Inverse Design of Plasmonic Nanohole Arrays by Combing Spectra and Structural Color in Deep Learning

Abstract

Herein, deep learning (DL) is used to predict the structural parameters of Ag nanohole arrays (NAs) for spectrum‐driving and color‐driving plasmonic applications. A dataset of transmission spectra and structural parameters of NAs is generated using finite‐difference time‐domain (FDTD) calculations and is converted to vivid structural colors using the corresponding transmission spectrum. A bidirectional neural network is used to train the transmission spectrum and structural color together.

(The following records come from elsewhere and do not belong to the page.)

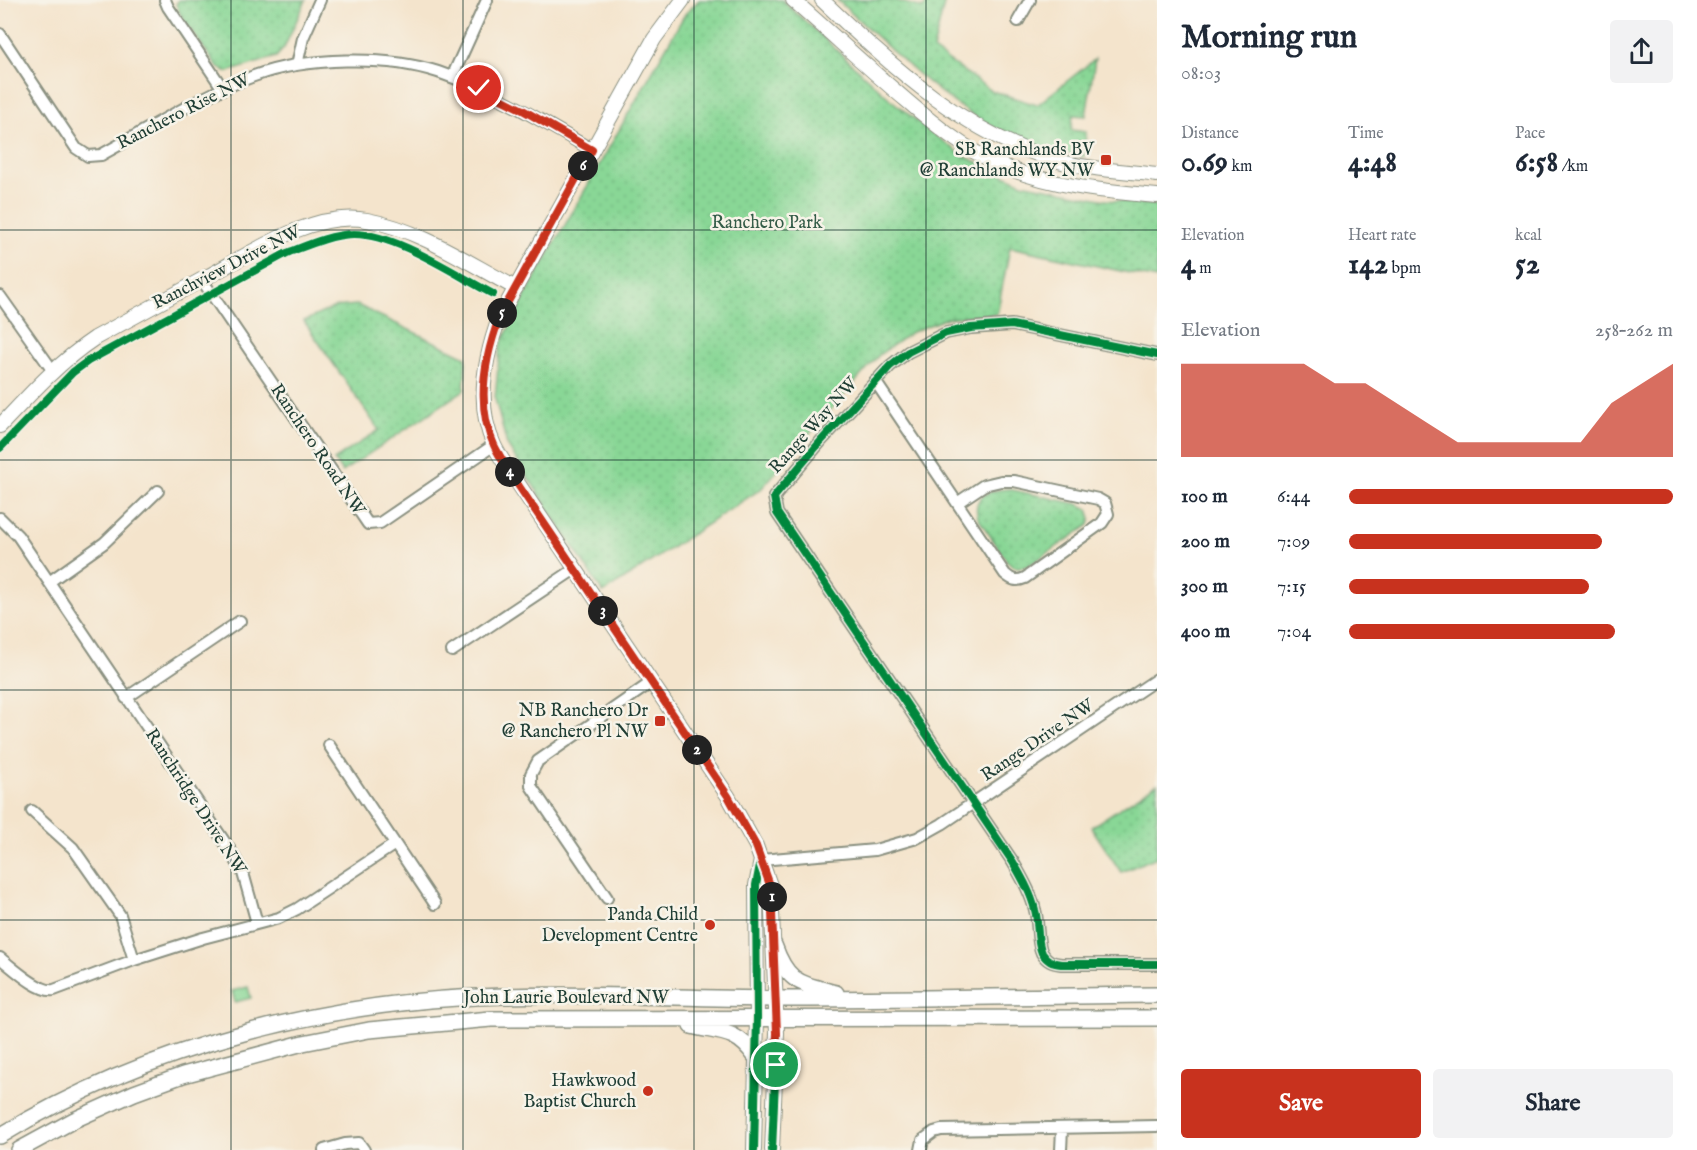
<!DOCTYPE html>
<meta charset="utf-8">
<style>
body{margin:0;font-family:"IM FELL English",serif;background:#f2f2f3;color:#1f2937;height:100vh;display:flex;flex-direction:column;font-size:22px;white-space:nowrap}
*{box-sizing:border-box;margin:0}
p{font-size:20px;color:#747a83}
.icon{flex:none;width:33px;height:33px;fill:none;stroke:currentColor;stroke-width:2;stroke-linecap:round;stroke-linejoin:round}
.map{position:relative;flex:1;overflow:hidden}
.details{display:flex;flex-direction:column;background:#fff;width:540px}
.details>*{flex:none}
.pin{position:absolute;display:grid;place-items:center;width:51px;height:51px;color:#fff;margin:-26px;border:3px solid #fff;border-radius:50%;box-shadow:0 2px 6px #0007}
.km{position:absolute;width:30px;height:30px;margin:-15px;border-radius:50%;background:#222;color:#fff;font-size:16px;line-height:30px;text-align:center}
.round{display:grid;place-items:center;flex:none;width:63px;height:63px;border-radius:6px;background:#f2f2f3}
.summary{display:flex;align-items:center;justify-content:space-between;height:102px;padding:0 24px}
h1{font-size:33px;font-weight:700;line-height:45px}
.metrics{display:grid;grid-template-columns:repeat(3,1fr);gap:9px;height:102px;padding:6px 24px}
.metrics div{display:grid;align-content:center}
.metrics b{font-size:30px;font-weight:700}
.metrics small{font-size:16px;font-weight:400}
.metrics p{font-size:16px}
.chart{height:168px;padding:12px 24px}
.chart p{display:flex;justify-content:space-between}
.chart svg{width:100%;height:108px;margin-top:6px;fill:#c8321e;opacity:.7}
.primary-button{display:flex;gap:12px;margin-top:auto;padding:12px 24px}
.primary-button a{flex:1;height:69px;border-radius:6px;background:#c8321e;color:#fff;font-size:24px;font-weight:700;line-height:69px;text-align:center}
.primary-button a+a{background:#f2f2f3;color:#1f2937}
ul{padding:0 24px;list-style:none;font-size:20px}
li{display:grid;grid-template-columns:96px 72px 1fr;align-items:center;height:45px}
li i{height:15px;border-radius:8px;background:#c8321e}
main{display:flex;flex:1;min-height:0}
.map>svg:first-child{display:block}
</style>
<main>
<div class="map">
<svg width="1157" height="1150" viewBox="0 0 1157 1150">
<defs>
<pattern id="park-dots" width="8" height="8" patternUnits="userSpaceOnUse" patternTransform="scale(1.5)"><rect width="8" height="8" fill="#89d796"/><path d="M2 2h.1M6 6h.1" fill="none" stroke="#76b982" stroke-width="1.8" stroke-linecap="round"/></pattern>
</defs>
<rect width="100%" height="100%" fill="#f7f3e8"/>
<filter id="ink" filterUnits="userSpaceOnUse"><feTurbulence type="fractalNoise" baseFrequency=".0167" numOctaves="2"/><feDisplacementMap in="SourceGraphic" scale="12" xChannelSelector="R" yChannelSelector="G"/><feConvolveMatrix kernelMatrix="1 2 1 2 8 2 1 2 1" color-interpolation-filters="sRGB"/></filter>
<filter id="wash" filterUnits="userSpaceOnUse"><feTurbulence type="fractalNoise" baseFrequency=".008" numOctaves="4" result="noise"/><feDisplacementMap in="SourceGraphic" scale="24" xChannelSelector="R" yChannelSelector="G"/><feGaussianBlur stdDeviation="1.35" result="paint"/><feColorMatrix in="noise" values="0 0 0 0 0 0 0 0 0 0 0 0 0 0 0 0 0 1.4 0 .05"/><feComposite in="paint" operator="in"/></filter>
<g filter="url(#wash)">
<rect width="100%" height="100%" fill="#f4e4cc"/>
<path fill="#89d796" stroke="#548a65" stroke-width="1.5" d="M248,987L251,998L235,1002L232,991Z"/>
<path fill="url(#park-dots)" stroke="#548a65" stroke-width="1.5" d="M179,0H306L284,48L276,57L228,72L218,68L181,16L176,4Z
M699,0H782L890,99L933,134L964,156L1022,183L1106,200L1157,205V279L1010,247L997,314L947,318L912,332L879,355L761,489L603,593L507,445L495,399L500,346L527,292L685,14Z
M837,0H894L923,8L930,0H945L933,50L992,91L1037,105L1095,59L1086,116L1073,115L1071,130L1086,132L1084,157C1055,152 1027,144 1001,131C941,102 887,45 837,0Z
M357,305L466,357L464,390L342,472L334,460L379,430L304,321L335,307Z
M1008,489L1078,504L1088,509L1091,518L1089,525L1028,566L1022,567H1015L1007,561L978,518C971,495 990,490 1008,489Z
M1157,784V857L1121,872L1091,827Z"/>
</g>
<g filter="url(#ink)">
<g fill="none" stroke-linecap="round" stroke-linejoin="round">
<g stroke="#8a9080" stroke-width="14">
<path id="minor" d="M165,0L168,7L223,89
M1018,21L1030,0
M0,34L76,148L88,156L101,155C151,128 201,95 254,76C305,57 387,55 438,72C493,91 542,121 592,150
M297,65L303,38L320,0
M452,77L487,0
M202,280L368,524L380,523L494,445
M0,296L53,371
M1157,355L1012,325L971,328L946,333L908,352L890,366L821,441L774,497L777,513L1013,862C1022,878 1031,893 1035,910C1039,924 1036,940 1042,953C1047,961 1052,963 1061,964H1157
M875,381L1005,574C1012,580 1016,582 1025,578L1102,523L1108,514L1105,503L1098,499L1014,481H1001L984,485L957,503
M0,518L18,536L232,853L243,873L257,923
M49,582L104,543L158,491
M452,651L575,569
M126,698L240,621
M329,745L435,904
M32,811L73,848L120,915L134,960
M761,860L875,850L917,838L942,824L1157,679
M607,898L531,786V774L538,761L652,682
M0,958C12,967 39,993 54,990L134,960L203,938L279,918L297,909L395,844
M324,1150L345,1144L359,1143L364,1150
M921,1150L923,1140L934,1132L941,1130L1157,1126
M1061,1150L1062,1129"/>
</g>
<g stroke="#8a9080" stroke-width="16">
<path id="tertiary" d="M683,0L654,39L500,316C485,356 475,404 494,445C498,454 504,462 509,470L728,796L756,846L771,888L777,1033L772,1150
M793,0C831,33 868,68 906,100C934,124 963,148 996,163C1047,186 1102,191 1157,196
M822,0C892,67 970,139 1066,163C1095,170 1127,171 1157,175
M0,426C30,394 59,362 95,338C131,318 167,299 203,279C250,254 312,210 367,220C421,230 468,263 516,288
M754,1150L757,1018L756,885L761,860"/>
</g>
<g stroke="#8a9080" stroke-width="18">
<path id="secondary" d="M774,945C788,984 800,983 836,993
M691,1026C720,1033 736,1029 755,1056
M0,1136C149,1045 330,1000 504,996C599,993 694,999 789,999C912,999 1034,996 1157,995
M19,1150L74,1120L134,1093L183,1075L303,1043L369,1030L491,1019L1157,1018"/>
</g>
<use href="#minor" stroke="#fff" stroke-width="10"/>
<use href="#tertiary" stroke="#fff" stroke-width="14"/>
<use href="#secondary" stroke="#fff" stroke-width="15"/>
<g stroke="#f7f3e8" stroke-width="11">
<path id="cycleway" d="M516,288C489,336 472,388 493,443C500,459 512,475 522,490L728,796L756,846L771,888L777,1033L772,1150
M1157,355L1012,325L971,328L946,333L908,352L890,366L821,441L774,497L777,513L1013,862C1022,878 1031,893 1035,910C1039,924 1036,940 1042,953C1047,961 1052,963 1061,964H1157
M0,448L73,372L88,361L287,253C308,245 330,235 353,234C395,233 456,275 493,294
M754,1150L757,1018L756,885L761,860"/>
</g>
<use href="#cycleway" stroke="#00873e" stroke-width="8"/>
</g>
</g>
<g fill="none" stroke-linecap="round" stroke-linejoin="round" filter="url(#ink)">
<g stroke="#fff" stroke-width="12">
<path id="route" d="M479,88L521,109L592,150L500,316C485,356 475,404 494,445C498,454 504,462 508,470L728,796L756,846L771,888L777,1033L776,1065"/>
</g>
<use href="#route" stroke="#c8321e" stroke-width="8"/>
</g>
<path fill="none" stroke="#1f3d34" stroke-width="1.5" stroke-opacity="0.55" d="M231,0V1150M463,0V1150M694,0V1150M926,0V1150M0,230H1157M0,460H1157M0,690H1157M0,920H1157"/>
<g fill="#c8321e" stroke="#f7f3e8" stroke-width="2">
<rect x="1100" y="154" width="12" height="12" rx="3"/>
<rect x="654" y="715" width="12" height="12" rx="3"/>
<circle cx="710" cy="925" r="6"/>
<circle cx="648" cy="1091" r="6"/>
</g>
<g text-anchor="middle" dominant-baseline="central" stroke-width="5" stroke-linejoin="round" paint-order="stroke">
<g font-size="18" fill="#1f3d34" stroke="#f7f3e8">
<text transform="translate(184 112) rotate(-27)">Ranchero Rise NW</text>
<text transform="translate(227 268) rotate(-27)">Ranchview Drive NW</text>
<text transform="translate(814 426) rotate(-48)">Range Way NW</text>
<text transform="translate(317 450) rotate(56)">Ranchero Road NW</text>
<text transform="translate(1038 741) rotate(-34)">Range Drive NW</text>
<text transform="translate(195 802) rotate(57)">Ranchridge Drive NW</text>
<text x="566" y="998">John Laurie Boulevard NW</text>
</g>
<g font-size="18" fill="#1f3d34" stroke="#f7f3e8" text-anchor="end">
<text x="1094" y="150">SB Ranchlands BV<tspan x="1094" dy="21">@ Ranchlands WY NW</tspan></text>
<text x="648" y="711">NB Ranchero Dr<tspan x="648" dy="21">@ Ranchero Pl NW</tspan></text>
<text x="698" y="915">Panda Child<tspan x="698" dy="21">Development Centre</tspan></text>
<text x="636" y="1081">Hawkwood<tspan x="636" dy="21">Baptist Church</tspan></text>
</g>
<g font-size="18" fill="#345c48" stroke="#f7f3e8">
<text x="767" y="223">Ranchero Park</text>
</g>
</g>
</svg>
<div class="pin" style="left:776px;top:1065px;background:#1e9e55"><svg class="icon" aria-label="arrive" viewBox="0 0 24 24"><path d="M6 21V4h12l-3 4 3 4H6"/></svg></div>
<div class="pin" style="left:479px;top:88px;background:#d93025"><svg class="icon" aria-label="check" viewBox="0 0 24 24"><path d="M5 12l5 5 9-10"/></svg></div>
<b class="km" style="left:772px;top:897px">1</b>
<b class="km" style="left:697px;top:750px">2</b>
<b class="km" style="left:603px;top:611px">3</b>
<b class="km" style="left:510px;top:472px">4</b>
<b class="km" style="left:502px;top:313px">5</b>
<b class="km" style="left:583px;top:166px">6</b>
</div>
<section class="details">
<div class="summary"><div><h1>Morning run</h1><p>08:03</p></div><a class="round"><svg class="icon" aria-label="share" viewBox="0 0 24 24"><path d="M12 15V3M7 8l5-5 5 5M5 13v7h14v-7"/></svg></a></div>
<div class="metrics">
<div><p>Distance</p><b>0.69<small> km</small></b></div>
<div><p>Time</p><b>4:48</b></div>
<div><p>Pace</p><b>6:58<small> /km</small></b></div>
</div>
<div class="metrics">
<div><p>Elevation</p><b>4<small> m</small></b></div>
<div><p>Heart rate</p><b>142<small> bpm</small></b></div>
<div><p>kcal</p><b>52</b></div>
</div>
<div class="chart"><p><span>Elevation</span>258–262 m</p>
<svg viewBox="0 0 160 44" preserveAspectRatio="none"><path d="M0 44V6L10 6L20 6L30 6L40 6L50 14L60 14L70 22L80 30L90 38L100 38L110 38L120 38L130 38L140 22L150 14L160 6V44z"/></svg>
</div>
<ul>
<li><b>100 m</b>6:44<i style="width:100%"></i></li>
<li><b>200 m</b>7:09<i style="width:78%"></i></li>
<li><b>300 m</b>7:15<i style="width:74%"></i></li>
<li><b>400 m</b>7:04<i style="width:82%"></i></li>
</ul>
<div class="primary-button"><a>Save</a><a>Share</a></div>
</section>
</main>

The accuracy of predicting the structural parameters using a desired spectrum is tested and found to be up to 0.99, with a determination coefficient of reproducing the desired spectrum and color to be 0.97 and 0.96, respectively. These values are higher compared to those when only training for spectrum, but requiring less training time. This strategy is able to inverse design the NAs in less than 1 s to maximize surface‐enhanced Raman scattering (SERS) enhancement by matching transmission resonance and laser excitation wavelength, and accurately regenerate colored images in 7.5 s, allowing for nanoscale printing at a resolution of approximately 100 000 dots in−1. This work has important implications for the efficient design of nanostructures for various plasmonic applications, such as plasmonic sensors, optical filters, metal‐enhanced fluorescence, SERS, and super‐resolution displays.